An estimated half a million people are serving a formal life sentence (based on data published in 2019).
The most recent worldwide data on life imprisonment, published in 2019, estimated that in 2014 there were 479,000 people serving a formal life sentence. However, this excludes informal life sentences – where the sentence imposed may not be called life imprisonment but may result in the person being detained in prison for life. Furthermore, data available at the national level point to an upward trend in the number of life sentences imposed and also increased punitiveness in their length, conditions and the types of offences that can attract a life sentence.
Between 2014 and 2020, the number of people serving life sentences increased by 28% in South Africa, 50% in Thailand, 33% in Poland and 17% in Canada. A few other countries saw a decrease in the same time span, such as in Finland (by 15%) and in Japan and Argentina, although the decrease was relatively small at under 5%. There is also a decline of life imprisonment sentences imposed on children (see Children).
Increased punitiveness in the imposition of life sentences – often in a context of general ‘tough on crime’ policies – have been seen in countries across the globe. In Ireland, where more than 1 in 10 people in prison is serving life, the minimum term before parole can be considered has been increased from 7 to 12 years. In New Zealand, the first ever sentence of life without the possibility of parole was handed down in 2020, which was followed in 2021 by another case where a life sentence, with a minimum non-parole period of 27 years, represented one of the longest sentences of the country. Data released on the US by the Sentencing Project in 2021 showed an increase of 43% in the number of women serving life without the possibility of parole since 2008 and detailed how one out of every 15 women in the country’s prisons is serving a life sentence, an increase of 19%.
Efforts to reform or repeal the use of life imprisonment over the past year have involved constitutional appeals in several countries. In Spain, an appeal to the Constitutional Court failed with a ruling in October 2021 that upheld the use of life imprisonment.
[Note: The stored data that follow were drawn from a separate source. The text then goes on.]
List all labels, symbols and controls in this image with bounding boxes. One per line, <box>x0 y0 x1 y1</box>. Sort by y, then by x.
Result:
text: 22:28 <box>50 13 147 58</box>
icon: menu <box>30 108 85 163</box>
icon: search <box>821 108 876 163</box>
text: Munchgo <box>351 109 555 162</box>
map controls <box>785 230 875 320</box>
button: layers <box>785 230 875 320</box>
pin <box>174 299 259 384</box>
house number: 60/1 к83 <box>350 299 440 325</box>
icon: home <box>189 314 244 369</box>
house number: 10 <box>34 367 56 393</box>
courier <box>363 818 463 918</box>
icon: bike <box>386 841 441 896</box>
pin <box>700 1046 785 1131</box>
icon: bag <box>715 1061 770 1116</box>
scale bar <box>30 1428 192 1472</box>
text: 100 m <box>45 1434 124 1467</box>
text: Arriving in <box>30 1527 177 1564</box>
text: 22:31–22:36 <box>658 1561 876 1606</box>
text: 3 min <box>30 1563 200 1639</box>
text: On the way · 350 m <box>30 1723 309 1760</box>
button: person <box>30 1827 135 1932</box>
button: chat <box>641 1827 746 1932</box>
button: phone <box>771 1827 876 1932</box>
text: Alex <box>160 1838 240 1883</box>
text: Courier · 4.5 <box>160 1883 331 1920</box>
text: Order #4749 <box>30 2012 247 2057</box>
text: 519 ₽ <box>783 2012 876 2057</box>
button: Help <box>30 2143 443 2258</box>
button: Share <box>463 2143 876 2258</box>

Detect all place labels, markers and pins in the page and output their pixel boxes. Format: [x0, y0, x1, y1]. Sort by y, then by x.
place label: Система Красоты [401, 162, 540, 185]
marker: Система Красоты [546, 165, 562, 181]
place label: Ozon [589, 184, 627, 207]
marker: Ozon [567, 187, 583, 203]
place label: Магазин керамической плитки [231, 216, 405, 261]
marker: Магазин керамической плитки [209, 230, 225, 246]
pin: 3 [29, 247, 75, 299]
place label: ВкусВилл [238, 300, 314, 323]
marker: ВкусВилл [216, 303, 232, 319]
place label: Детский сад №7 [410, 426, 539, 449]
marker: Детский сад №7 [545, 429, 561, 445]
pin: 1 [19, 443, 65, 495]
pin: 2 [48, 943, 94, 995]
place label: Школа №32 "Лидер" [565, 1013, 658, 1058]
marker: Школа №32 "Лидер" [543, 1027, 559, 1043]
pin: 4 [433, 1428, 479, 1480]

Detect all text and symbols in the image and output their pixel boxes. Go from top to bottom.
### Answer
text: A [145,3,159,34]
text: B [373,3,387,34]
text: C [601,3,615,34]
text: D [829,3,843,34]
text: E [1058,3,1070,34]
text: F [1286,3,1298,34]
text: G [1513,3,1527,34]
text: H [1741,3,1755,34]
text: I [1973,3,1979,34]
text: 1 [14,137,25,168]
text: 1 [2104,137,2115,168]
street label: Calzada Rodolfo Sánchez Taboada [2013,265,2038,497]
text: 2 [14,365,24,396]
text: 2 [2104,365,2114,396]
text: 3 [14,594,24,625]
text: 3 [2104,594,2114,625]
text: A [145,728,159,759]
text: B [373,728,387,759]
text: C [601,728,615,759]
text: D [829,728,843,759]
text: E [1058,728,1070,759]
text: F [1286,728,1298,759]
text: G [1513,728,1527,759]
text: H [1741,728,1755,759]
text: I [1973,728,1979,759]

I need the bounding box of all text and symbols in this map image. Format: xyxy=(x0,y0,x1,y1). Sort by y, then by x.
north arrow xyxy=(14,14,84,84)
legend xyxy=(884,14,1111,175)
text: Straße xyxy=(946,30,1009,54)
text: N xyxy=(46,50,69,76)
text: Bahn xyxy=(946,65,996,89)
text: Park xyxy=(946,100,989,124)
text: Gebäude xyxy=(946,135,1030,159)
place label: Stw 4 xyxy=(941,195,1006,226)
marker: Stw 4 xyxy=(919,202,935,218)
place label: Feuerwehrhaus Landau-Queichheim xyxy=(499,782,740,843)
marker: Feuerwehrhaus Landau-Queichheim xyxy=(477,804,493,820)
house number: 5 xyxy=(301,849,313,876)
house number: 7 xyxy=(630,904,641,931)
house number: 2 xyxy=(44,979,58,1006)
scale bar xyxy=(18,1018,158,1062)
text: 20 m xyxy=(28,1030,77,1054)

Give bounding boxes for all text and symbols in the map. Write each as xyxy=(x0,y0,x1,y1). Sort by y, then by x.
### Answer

The country’s reinstatement of life imprisonment in 2015 (after abolition in 1928) was challenged unsuccessfully by the Spanish Socialist Workers’ party with the 7 majority votes to 3 coming from the conservative bloc.
In Colombia, on the other hand, the Constitutional Court ruled in September 2021 that the recent introduction of life imprisonment (with a possibility of review after 25 years) for the crimes of rape and sexual abuse of children was unconstitutional. The Court found that life sentences are contrary to human dignity, threaten the guarantee of resocialisation of convicted persons and are a setback that risks dehumanising the penal system.
Other successful appeals to reform life sentences were seen in Italy and Ukraine. In the former, the Constitutional Court held, in April 2021, that the legal regime was unconstitutional for rendering individuals sentenced to life imprisonment for ‘mafia-related’ crimes ineligible for conditional release if they refused to collaborate with the judicial authorities. The decision followed a judgment of the European Court of Human Rights (ECtHR) which found that requiring police cooperation as a condition for parole eligibility for people sentenced for mafia-related crimes was a violation of the prohibition against torture and inhuman or degrading treatment and punishment. A similar approach was taken in Ukraine, where the Constitutional Court held Ukraine’s system of life imprisonment without possibility of review or release to be unconstitutional in December 2021, following an ECtHR finding that the system violated the European Convention.
One driver for the increase in life sentences is the types of offences that attract them. The Global Drug Policy Index reports that life imprisonment can be imposed for drug-related offences in 14 of the 30 countries included in the Index. In 24 of the 30 countries, life sentences are not imposed in practice for drug use and possession for personal use, with the exception of Kenya, where the sentence is imposed ‘frequently’ (between 11 to 30% of cases). The Index reports that life sentences are imposed for drug supply offences ‘frequently’ (in 16 to 40% of cases) in Nepal and Thailand, and ‘very frequently’ (in 41 to 80% of cases) in Indonesia and Lebanon; in these four countries, life sentences are imposed without the possibility of parole.